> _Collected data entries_
%%

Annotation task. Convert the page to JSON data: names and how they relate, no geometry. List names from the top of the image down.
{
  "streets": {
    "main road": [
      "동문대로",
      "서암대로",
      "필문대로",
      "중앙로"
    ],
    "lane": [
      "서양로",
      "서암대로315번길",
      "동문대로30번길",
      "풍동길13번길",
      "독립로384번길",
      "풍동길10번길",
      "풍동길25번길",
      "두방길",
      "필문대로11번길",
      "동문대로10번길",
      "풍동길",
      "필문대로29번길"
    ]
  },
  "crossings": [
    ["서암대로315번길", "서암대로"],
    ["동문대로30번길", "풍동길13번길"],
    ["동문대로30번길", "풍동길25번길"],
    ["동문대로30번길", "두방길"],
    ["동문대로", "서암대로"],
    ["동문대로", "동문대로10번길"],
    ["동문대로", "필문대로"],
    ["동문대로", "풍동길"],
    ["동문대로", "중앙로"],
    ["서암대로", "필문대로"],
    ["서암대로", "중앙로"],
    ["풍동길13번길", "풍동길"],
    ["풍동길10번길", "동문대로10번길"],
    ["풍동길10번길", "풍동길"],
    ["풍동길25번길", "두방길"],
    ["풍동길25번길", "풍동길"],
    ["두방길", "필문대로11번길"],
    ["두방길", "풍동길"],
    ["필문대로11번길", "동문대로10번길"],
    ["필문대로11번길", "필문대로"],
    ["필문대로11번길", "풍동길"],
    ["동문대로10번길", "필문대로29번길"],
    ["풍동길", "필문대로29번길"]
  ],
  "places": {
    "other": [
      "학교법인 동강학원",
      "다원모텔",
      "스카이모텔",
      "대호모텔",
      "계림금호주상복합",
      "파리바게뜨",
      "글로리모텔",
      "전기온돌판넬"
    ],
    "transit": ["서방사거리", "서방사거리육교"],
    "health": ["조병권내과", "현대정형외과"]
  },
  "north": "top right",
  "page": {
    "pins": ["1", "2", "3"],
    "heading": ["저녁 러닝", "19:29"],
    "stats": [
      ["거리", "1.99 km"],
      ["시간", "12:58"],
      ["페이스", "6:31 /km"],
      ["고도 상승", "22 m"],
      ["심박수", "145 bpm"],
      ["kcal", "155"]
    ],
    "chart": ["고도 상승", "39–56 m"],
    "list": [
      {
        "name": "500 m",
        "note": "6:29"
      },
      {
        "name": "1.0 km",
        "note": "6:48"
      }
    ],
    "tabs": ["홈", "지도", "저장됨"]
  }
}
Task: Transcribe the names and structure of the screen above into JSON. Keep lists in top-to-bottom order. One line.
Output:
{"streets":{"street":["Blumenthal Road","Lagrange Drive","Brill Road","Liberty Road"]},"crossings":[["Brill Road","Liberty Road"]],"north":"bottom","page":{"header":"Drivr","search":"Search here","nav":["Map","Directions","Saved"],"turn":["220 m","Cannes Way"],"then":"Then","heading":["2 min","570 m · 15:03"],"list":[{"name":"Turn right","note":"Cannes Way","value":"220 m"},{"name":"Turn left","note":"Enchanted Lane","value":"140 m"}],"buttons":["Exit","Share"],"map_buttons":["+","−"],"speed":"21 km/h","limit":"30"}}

%%

> _Exercise description_
Each record above is to be printed again exactly as written.

> _Exercise output_
Annotation task. Convert the page to JSON data: names and how they relate, no geometry. List names from the top of the image down.
{
  "streets": {
    "main road": [
      "동문대로",
      "서암대로",
      "필문대로",
      "중앙로"
    ],
    "lane": [
      "서양로",
      "서암대로315번길",
      "동문대로30번길",
      "풍동길13번길",
      "독립로384번길",
      "풍동길10번길",
      "풍동길25번길",
      "두방길",
      "필문대로11번길",
      "동문대로10번길",
      "풍동길",
      "필문대로29번길"
    ]
  },
  "crossings": [
    ["서암대로315번길", "서암대로"],
    ["동문대로30번길", "풍동길13번길"],
    ["동문대로30번길", "풍동길25번길"],
    ["동문대로30번길", "두방길"],
    ["동문대로", "서암대로"],
    ["동문대로", "동문대로10번길"],
    ["동문대로", "필문대로"],
    ["동문대로", "풍동길"],
    ["동문대로", "중앙로"],
    ["서암대로", "필문대로"],
    ["서암대로", "중앙로"],
    ["풍동길13번길", "풍동길"],
    ["풍동길10번길", "동문대로10번길"],
    ["풍동길10번길", "풍동길"],
    ["풍동길25번길", "두방길"],
    ["풍동길25번길", "풍동길"],
    ["두방길", "필문대로11번길"],
    ["두방길", "풍동길"],
    ["필문대로11번길", "동문대로10번길"],
    ["필문대로11번길", "필문대로"],
    ["필문대로11번길", "풍동길"],
    ["동문대로10번길", "필문대로29번길"],
    ["풍동길", "필문대로29번길"]
  ],
  "places": {
    "other": [
      "학교법인 동강학원",
      "다원모텔",
      "스카이모텔",
      "대호모텔",
      "계림금호주상복합",
      "파리바게뜨",
      "글로리모텔",
      "전기온돌판넬"
    ],
    "transit": ["서방사거리", "서방사거리육교"],
    "health": ["조병권내과", "현대정형외과"]
  },
  "north": "top right",
  "page": {
    "pins": ["1", "2", "3"],
    "heading": ["저녁 러닝", "19:29"],
    "stats": [
      ["거리", "1.99 km"],
      ["시간", "12:58"],
      ["페이스", "6:31 /km"],
      ["고도 상승", "22 m"],
      ["심박수", "145 bpm"],
      ["kcal", "155"]
    ],
    "chart": ["고도 상승", "39–56 m"],
    "list": [
      {
        "name": "500 m",
        "note": "6:29"
      },
      {
        "name": "1.0 km",
        "note": "6:48"
      }
    ],
    "tabs": ["홈", "지도", "저장됨"]
  }
}
Task: Transcribe the names and structure of the screen above into JSON. Keep lists in top-to-bottom order. One line.
Output:
{"streets":{"street":["Blumenthal Road","Lagrange Drive","Brill Road","Liberty Road"]},"crossings":[["Brill Road","Liberty Road"]],"north":"bottom","page":{"header":"Drivr","search":"Search here","nav":["Map","Directions","Saved"],"turn":["220 m","Cannes Way"],"then":"Then","heading":["2 min","570 m · 15:03"],"list":[{"name":"Turn right","note":"Cannes Way","value":"220 m"},{"name":"Turn left","note":"Enchanted Lane","value":"140 m"}],"buttons":["Exit","Share"],"map_buttons":["+","−"],"speed":"21 km/h","limit":"30"}}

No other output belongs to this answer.